The third generation of debt-for-nature swaps involves commercial banks, development finance institutions, and institutional investors. These deals are much larger, with an average transaction value of $636 million. But the average proceeds used for conservation are only $162 million (Table 2). Seven out of the eight third-generation swaps dedicate funds to marine conservation, rather than terrestrial (on land) conservation.
Lend first, conserve later
In addition to high transaction costs, the timing of debt-for-nature swaps is awkward. Debt relief happens up front, while the government’s conservation spending occurs over the following years. Some safeguards against countries failing to honor their conservation spending commitments include placing funds in conservation trust funds, requiring monitoring and reporting, and embedding the commitments in legal agreements. But the basic problem remains: the debt relief cannot easily be taken back if the government later loses interest in conservation.

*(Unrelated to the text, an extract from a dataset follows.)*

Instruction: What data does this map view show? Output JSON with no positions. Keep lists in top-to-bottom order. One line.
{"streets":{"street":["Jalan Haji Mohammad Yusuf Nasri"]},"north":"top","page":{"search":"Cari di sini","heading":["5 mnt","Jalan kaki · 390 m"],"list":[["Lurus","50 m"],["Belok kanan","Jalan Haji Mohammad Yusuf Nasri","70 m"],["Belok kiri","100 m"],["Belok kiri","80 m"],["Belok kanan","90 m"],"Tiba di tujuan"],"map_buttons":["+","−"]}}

One idea I like, which I don’t think has been tried in the real-world yet, is “Conservation by Lending”. Instead of retiring debt first and hoping for conservation later, the debtor country receives a loan in exchange for a conservation commitment. If the country reneges, it has to repay the loan (or else default and risk losing access to foreign credit markets). Harstad and Storesletten contrast their proposed instrument with flow payments, like those under REDD+ for reducing deforestation, but I think the instrument can also be considered as an alternative to the usual structure of debt-for-nature swaps.

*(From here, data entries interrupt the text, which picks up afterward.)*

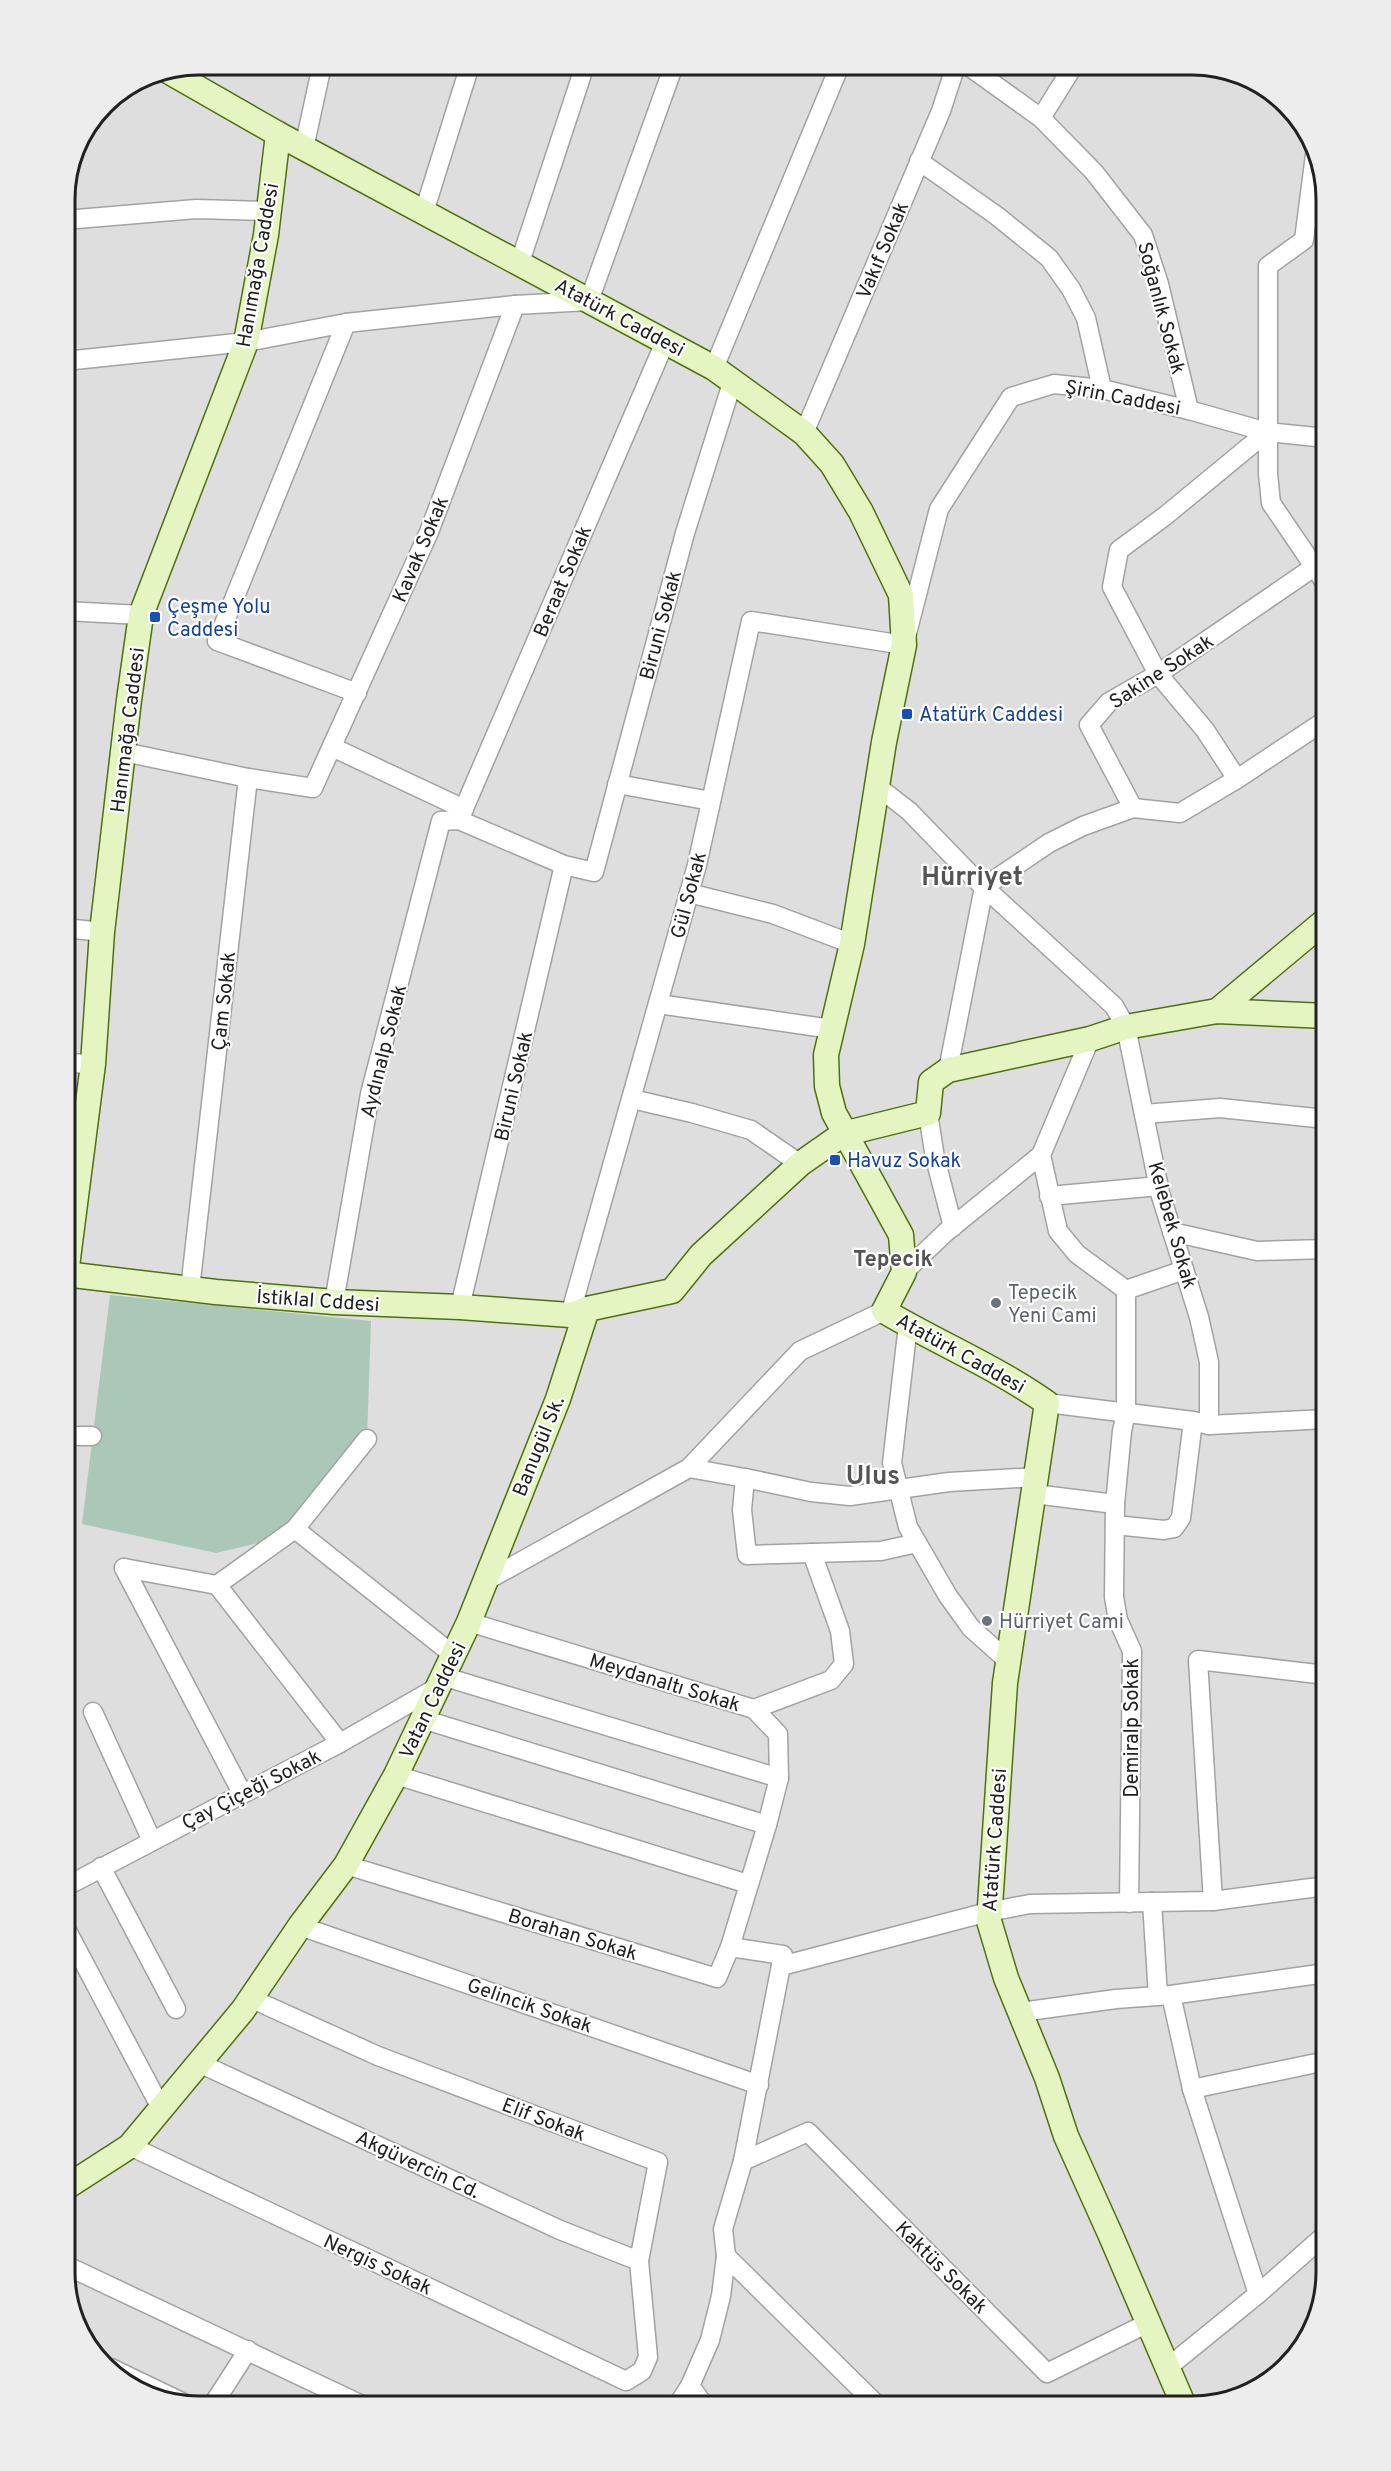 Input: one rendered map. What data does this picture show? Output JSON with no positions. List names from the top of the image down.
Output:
{
  "streets": {
    "main road": [
      "Hanımağa Caddesi",
      "Atatürk Caddesi",
      "İstiklal Cddesi",
      "Banugül Sk.",
      "Vatan Caddesi"
    ],
    "street": [
      "Vakıf Sokak",
      "Soğanlık Sokak",
      "Şirin Caddesi",
      "Kavak Sokak",
      "Beraat Sokak",
      "Biruni Sokak",
      "Sakine Sokak",
      "Gül Sokak",
      "Çam Sokak",
      "Aydınalp Sokak",
      "Kelebek Sokak",
      "Meydanaltı Sokak",
      "Demiralp Sokak",
      "Çay Çiçeği Sokak",
      "Borahan Sokak",
      "Gelincik Sokak",
      "Elif Sokak",
      "Akgüvercin Cd.",
      "Nergis Sokak",
      "Kaktüs Sokak"
    ]
  },
  "crossings": [
    ["Vakıf Sokak", "Atatürk Caddesi"],
    ["Hanımağa Caddesi", "Atatürk Caddesi"],
    ["Soğanlık Sokak", "Şirin Caddesi"],
    ["Atatürk Caddesi", "Şirin Caddesi"],
    ["Atatürk Caddesi", "Beraat Sokak"],
    ["Atatürk Caddesi", "Biruni Sokak"],
    ["Atatürk Caddesi", "Gül Sokak"],
    ["Atatürk Caddesi", "İstiklal Cddesi"],
    ["Atatürk Caddesi", "Kaktüs Sokak"],
    ["Şirin Caddesi", "Gül Sokak"],
    ["Kavak Sokak", "Çam Sokak"],
    ["Beraat Sokak", "Aydınalp Sokak"],
    ["Biruni Sokak", "İstiklal Cddesi"],
    ["Gül Sokak", "İstiklal Cddesi"],
    ["Gül Sokak", "Banugül Sk."],
    ["Çam Sokak", "İstiklal Cddesi"],
    ["Aydınalp Sokak", "İstiklal Cddesi"],
    ["Kelebek Sokak", "Demiralp Sokak"],
    ["İstiklal Cddesi", "Banugül Sk."],
    ["Banugül Sk.", "Vatan Caddesi"],
    ["Meydanaltı Sokak", "Vatan Caddesi"],
    ["Meydanaltı Sokak", "Borahan Sokak"],
    ["Vatan Caddesi", "Çay Çiçeği Sokak"],
    ["Vatan Caddesi", "Borahan Sokak"],
    ["Vatan Caddesi", "Gelincik Sokak"],
    ["Vatan Caddesi", "Elif Sokak"],
    ["Vatan Caddesi", "Akgüvercin Cd."],
    ["Vatan Caddesi", "Nergis Sokak"],
    ["Elif Sokak", "Akgüvercin Cd."],
    ["Elif Sokak", "Nergis Sokak"]
  ],
  "districts": ["Hürriyet", "Tepecik", "Ulus"],
  "places": {
    "transit": ["Çeşme Yolu Caddesi", "Atatürk Caddesi", "Havuz Sokak"],
    "other": ["Tepecik Yeni Cami", "Hürriyet Cami"]
  }
}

Both of these papers leave a big question unanswered. Conservation by Lending is theoretical, and Dryden's debt-for-nature swaps paper is descriptive—it tallies the dollars flowing toward conservation but not the conservation those dollars buy. Would it be possible to estimate the casual effect of debt-for-nature swaps (or biodiversity bonds) on conservation outcomes?

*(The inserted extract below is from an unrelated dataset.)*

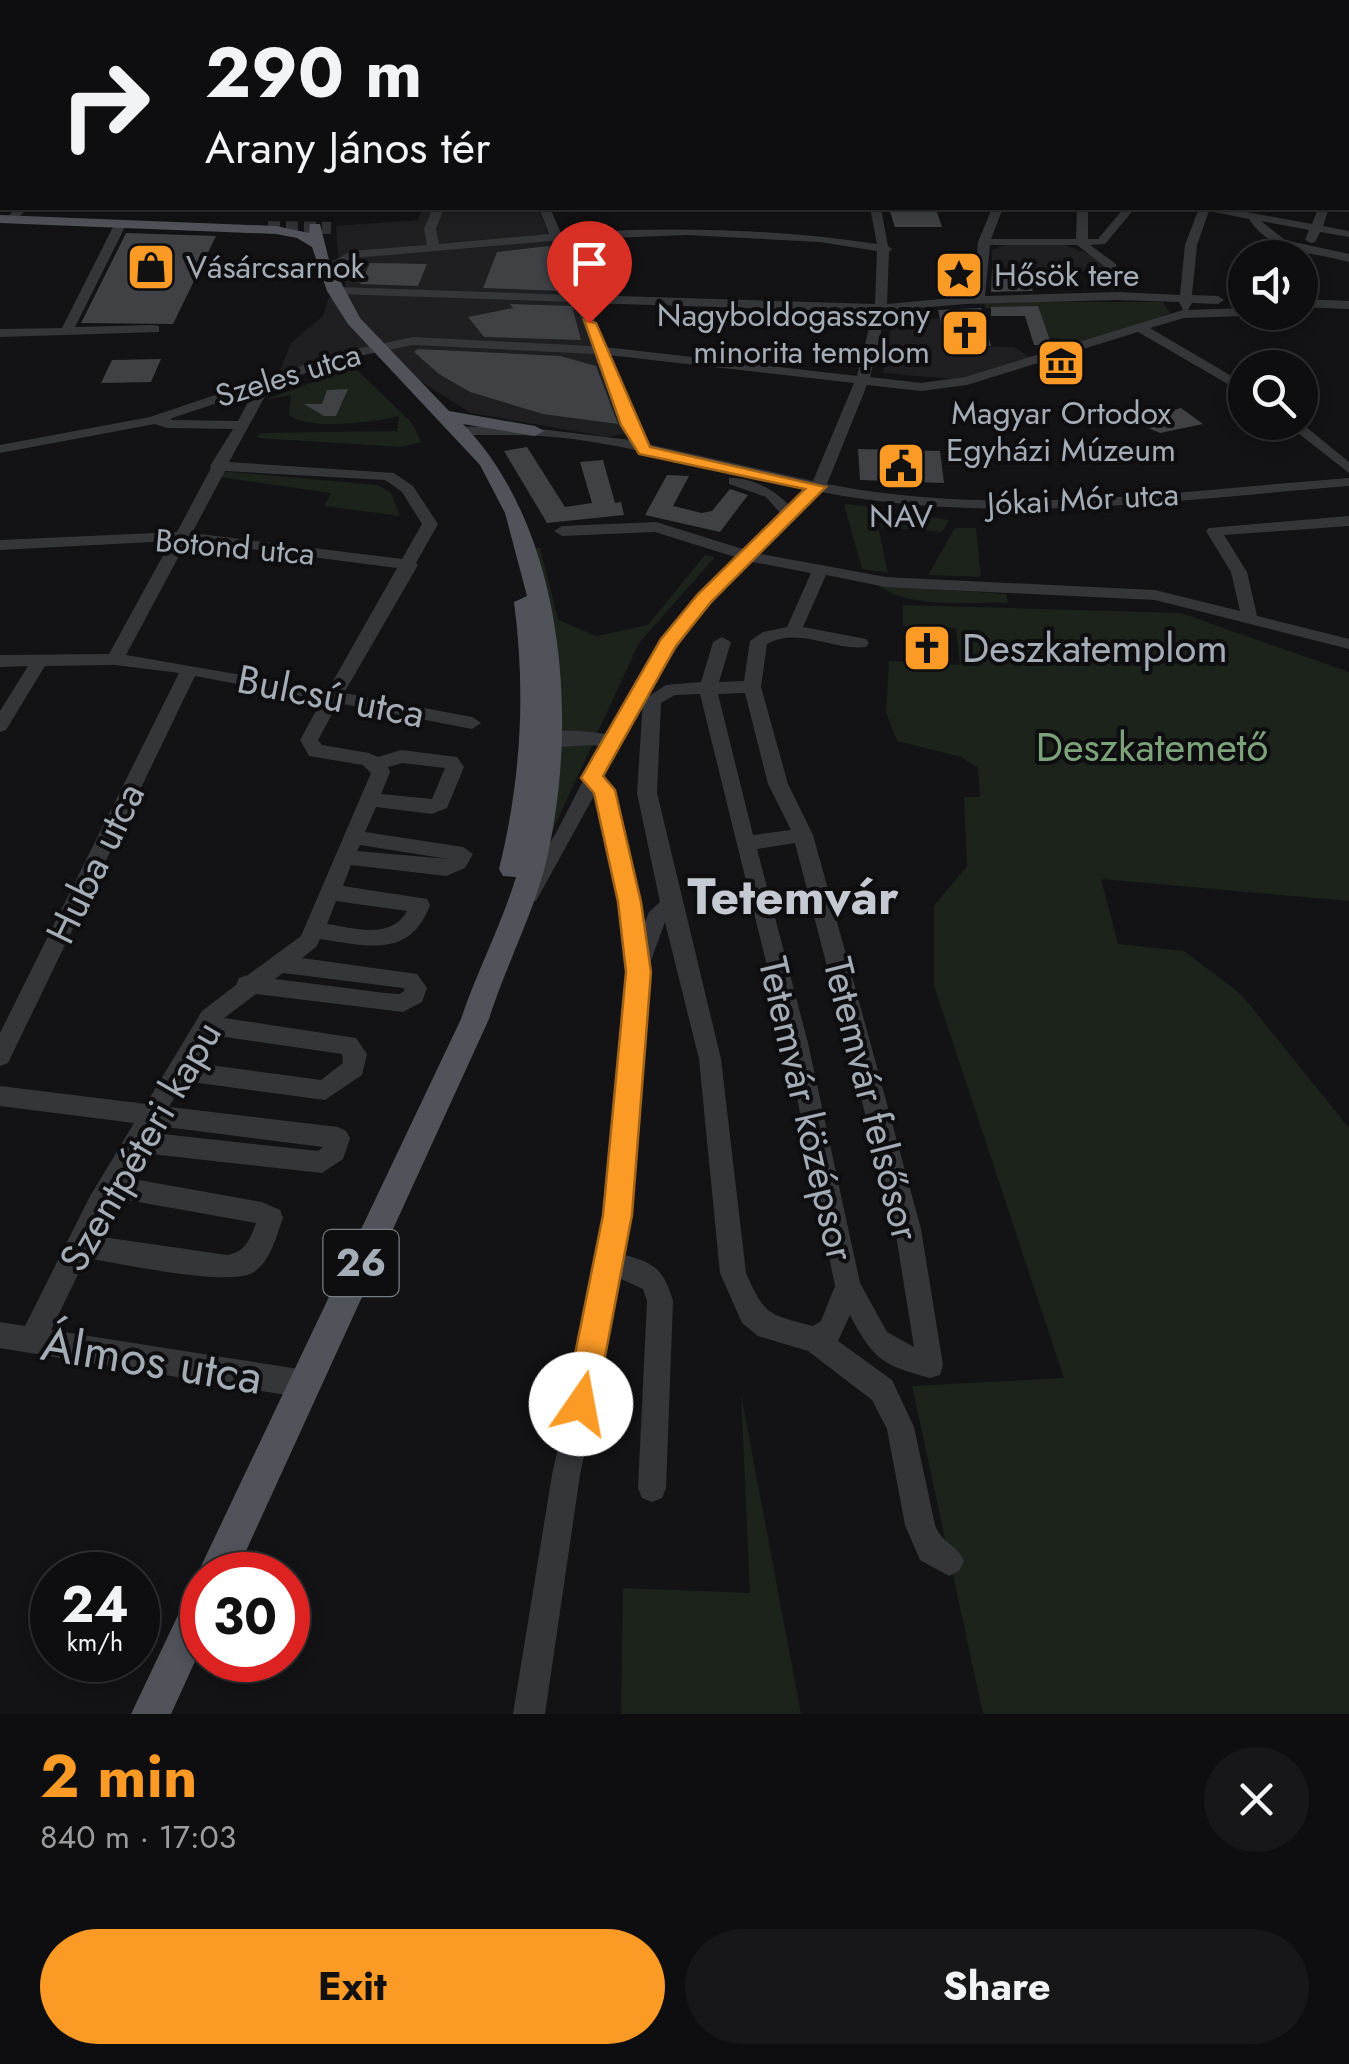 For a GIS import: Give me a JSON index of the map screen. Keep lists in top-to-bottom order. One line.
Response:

One approach would be to use swaps that were seriously considered but never finalized as a control group in a difference-in-differences analysis, though these failed swaps likely differ on unobservables from completed ones. Another option is to exploit the fact that completed swaps take years to negotiate and are often delayed for idiosyncratic reasons, making the precise timing of completion plausibly exogenous. That would open the door to an event study, or to a comparison of treated and not-yet-treated countries. The challenge is that conservation impacts probably take at least five years to materialize—likely longer than the window over which timing is plausibly exogenous.